What you should do: Scan the entries below, and for each line that includes the word "комн", make a copy.

-------------------------

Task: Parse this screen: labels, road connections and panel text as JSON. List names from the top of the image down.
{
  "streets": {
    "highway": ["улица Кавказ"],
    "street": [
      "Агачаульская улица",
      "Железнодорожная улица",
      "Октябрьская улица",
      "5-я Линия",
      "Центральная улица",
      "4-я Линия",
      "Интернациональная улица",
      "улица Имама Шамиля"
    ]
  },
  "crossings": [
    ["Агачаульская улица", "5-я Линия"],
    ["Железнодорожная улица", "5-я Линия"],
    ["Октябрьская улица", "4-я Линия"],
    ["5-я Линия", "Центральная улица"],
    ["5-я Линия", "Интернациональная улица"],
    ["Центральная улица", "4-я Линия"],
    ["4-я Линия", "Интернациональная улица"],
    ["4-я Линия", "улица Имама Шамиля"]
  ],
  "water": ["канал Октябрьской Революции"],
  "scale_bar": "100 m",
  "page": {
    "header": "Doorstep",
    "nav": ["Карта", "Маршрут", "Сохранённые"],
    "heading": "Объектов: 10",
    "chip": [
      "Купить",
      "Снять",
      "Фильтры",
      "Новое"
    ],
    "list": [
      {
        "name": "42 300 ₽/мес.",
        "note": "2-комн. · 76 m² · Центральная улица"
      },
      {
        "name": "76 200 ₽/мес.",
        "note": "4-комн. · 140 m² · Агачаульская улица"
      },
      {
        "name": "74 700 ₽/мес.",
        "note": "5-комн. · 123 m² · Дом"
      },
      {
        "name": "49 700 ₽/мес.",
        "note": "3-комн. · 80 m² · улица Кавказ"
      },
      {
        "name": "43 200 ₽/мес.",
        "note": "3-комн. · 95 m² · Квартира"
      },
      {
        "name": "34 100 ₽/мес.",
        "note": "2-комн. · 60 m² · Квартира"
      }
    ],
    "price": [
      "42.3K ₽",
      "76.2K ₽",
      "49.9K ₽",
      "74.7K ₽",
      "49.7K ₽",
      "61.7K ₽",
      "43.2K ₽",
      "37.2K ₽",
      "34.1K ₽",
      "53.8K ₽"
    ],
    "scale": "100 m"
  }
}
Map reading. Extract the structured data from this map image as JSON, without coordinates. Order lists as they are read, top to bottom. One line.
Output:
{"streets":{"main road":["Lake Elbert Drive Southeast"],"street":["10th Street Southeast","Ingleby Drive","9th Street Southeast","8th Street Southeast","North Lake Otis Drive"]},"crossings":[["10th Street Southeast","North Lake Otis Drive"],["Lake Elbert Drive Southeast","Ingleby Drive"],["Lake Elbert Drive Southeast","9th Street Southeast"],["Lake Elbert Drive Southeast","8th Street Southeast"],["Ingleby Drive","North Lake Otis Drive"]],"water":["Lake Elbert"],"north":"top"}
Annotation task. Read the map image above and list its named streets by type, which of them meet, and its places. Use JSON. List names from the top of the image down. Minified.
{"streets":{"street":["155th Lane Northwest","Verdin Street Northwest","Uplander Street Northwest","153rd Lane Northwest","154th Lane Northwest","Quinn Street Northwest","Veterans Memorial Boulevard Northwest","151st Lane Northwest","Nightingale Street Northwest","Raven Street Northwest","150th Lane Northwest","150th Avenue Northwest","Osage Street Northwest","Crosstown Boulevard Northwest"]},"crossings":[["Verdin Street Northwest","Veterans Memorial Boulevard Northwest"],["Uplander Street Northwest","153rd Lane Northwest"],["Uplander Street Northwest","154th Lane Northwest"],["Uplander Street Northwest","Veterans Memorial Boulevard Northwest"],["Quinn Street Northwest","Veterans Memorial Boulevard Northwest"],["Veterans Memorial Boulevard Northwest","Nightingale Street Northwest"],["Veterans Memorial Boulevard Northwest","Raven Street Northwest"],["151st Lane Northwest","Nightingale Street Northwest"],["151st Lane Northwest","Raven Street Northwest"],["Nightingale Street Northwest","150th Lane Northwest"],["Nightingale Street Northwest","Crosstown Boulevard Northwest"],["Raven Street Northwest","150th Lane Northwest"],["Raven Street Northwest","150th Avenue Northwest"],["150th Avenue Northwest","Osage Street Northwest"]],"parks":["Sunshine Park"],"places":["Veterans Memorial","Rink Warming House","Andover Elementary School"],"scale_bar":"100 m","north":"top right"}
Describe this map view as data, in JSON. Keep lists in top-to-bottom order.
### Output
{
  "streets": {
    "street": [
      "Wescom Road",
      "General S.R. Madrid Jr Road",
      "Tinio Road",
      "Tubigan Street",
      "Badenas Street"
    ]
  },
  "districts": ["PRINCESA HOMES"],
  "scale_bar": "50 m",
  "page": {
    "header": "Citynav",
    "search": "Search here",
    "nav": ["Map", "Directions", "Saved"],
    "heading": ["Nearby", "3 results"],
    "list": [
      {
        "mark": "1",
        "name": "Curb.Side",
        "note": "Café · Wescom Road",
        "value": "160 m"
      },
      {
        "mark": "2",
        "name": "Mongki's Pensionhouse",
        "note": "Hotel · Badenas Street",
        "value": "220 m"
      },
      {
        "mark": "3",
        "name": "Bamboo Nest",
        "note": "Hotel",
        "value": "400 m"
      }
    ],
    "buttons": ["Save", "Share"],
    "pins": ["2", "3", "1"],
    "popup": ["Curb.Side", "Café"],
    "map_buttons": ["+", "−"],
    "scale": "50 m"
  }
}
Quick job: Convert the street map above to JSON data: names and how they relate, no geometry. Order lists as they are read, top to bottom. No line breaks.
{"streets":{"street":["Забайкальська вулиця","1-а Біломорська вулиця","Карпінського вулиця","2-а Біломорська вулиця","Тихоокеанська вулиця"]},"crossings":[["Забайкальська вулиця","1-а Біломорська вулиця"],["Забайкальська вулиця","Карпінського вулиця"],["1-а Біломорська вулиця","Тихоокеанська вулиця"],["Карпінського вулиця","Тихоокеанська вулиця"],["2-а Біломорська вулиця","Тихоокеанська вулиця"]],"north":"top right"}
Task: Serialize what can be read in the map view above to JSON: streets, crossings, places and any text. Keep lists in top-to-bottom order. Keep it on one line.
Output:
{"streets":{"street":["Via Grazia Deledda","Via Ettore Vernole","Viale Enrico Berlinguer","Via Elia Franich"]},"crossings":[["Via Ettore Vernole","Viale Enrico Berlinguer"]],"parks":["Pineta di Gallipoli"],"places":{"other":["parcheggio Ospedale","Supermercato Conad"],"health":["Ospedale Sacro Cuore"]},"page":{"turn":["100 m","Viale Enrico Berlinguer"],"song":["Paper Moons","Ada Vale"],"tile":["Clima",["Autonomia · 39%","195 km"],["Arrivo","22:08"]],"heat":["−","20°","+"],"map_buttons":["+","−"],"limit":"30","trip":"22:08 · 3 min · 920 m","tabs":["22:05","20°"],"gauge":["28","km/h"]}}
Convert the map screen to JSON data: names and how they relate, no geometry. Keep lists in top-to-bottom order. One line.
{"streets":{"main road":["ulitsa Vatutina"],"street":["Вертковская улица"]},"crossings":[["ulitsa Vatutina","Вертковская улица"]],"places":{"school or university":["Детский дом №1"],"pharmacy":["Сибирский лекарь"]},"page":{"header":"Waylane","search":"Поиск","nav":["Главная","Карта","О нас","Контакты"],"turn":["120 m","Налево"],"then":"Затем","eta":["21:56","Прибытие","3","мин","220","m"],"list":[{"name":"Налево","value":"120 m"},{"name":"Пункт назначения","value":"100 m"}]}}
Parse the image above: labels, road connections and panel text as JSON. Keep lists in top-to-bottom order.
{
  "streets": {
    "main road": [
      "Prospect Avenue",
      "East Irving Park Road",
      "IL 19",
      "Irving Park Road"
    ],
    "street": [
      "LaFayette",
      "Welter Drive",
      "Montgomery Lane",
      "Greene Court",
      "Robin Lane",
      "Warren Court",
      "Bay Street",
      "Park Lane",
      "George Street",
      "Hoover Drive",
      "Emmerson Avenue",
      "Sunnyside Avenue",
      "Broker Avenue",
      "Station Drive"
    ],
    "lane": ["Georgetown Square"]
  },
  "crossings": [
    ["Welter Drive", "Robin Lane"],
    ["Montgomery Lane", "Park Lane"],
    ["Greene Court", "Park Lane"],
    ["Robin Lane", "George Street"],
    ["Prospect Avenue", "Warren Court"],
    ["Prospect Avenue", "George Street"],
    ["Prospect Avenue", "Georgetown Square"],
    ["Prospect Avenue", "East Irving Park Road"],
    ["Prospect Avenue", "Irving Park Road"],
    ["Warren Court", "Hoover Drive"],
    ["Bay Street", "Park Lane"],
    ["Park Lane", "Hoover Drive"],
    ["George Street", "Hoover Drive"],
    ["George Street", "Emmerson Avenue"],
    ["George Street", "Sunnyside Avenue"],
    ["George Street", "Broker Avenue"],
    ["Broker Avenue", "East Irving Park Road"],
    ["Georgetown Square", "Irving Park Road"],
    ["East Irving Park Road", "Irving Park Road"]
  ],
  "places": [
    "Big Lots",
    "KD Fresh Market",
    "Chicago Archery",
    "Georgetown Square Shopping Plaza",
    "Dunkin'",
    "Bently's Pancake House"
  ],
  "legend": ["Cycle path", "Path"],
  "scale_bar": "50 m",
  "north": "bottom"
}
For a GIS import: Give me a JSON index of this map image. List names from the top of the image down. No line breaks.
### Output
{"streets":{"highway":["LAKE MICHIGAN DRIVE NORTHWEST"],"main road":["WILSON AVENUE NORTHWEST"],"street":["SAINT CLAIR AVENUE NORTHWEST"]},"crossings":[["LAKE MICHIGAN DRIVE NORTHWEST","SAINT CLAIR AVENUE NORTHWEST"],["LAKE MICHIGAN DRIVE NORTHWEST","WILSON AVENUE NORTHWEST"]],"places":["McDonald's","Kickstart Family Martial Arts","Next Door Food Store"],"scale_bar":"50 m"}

-------------------------

Answer to this task:
        "note": "2-комн. · 76 m² · Центральная улица"
        "note": "4-комн. · 140 m² · Агачаульская улица"
        "note": "5-комн. · 123 m² · Дом"
        "note": "3-комн. · 80 m² · улица Кавказ"
        "note": "3-комн. · 95 m² · Квартира"
        "note": "2-комн. · 60 m² · Квартира"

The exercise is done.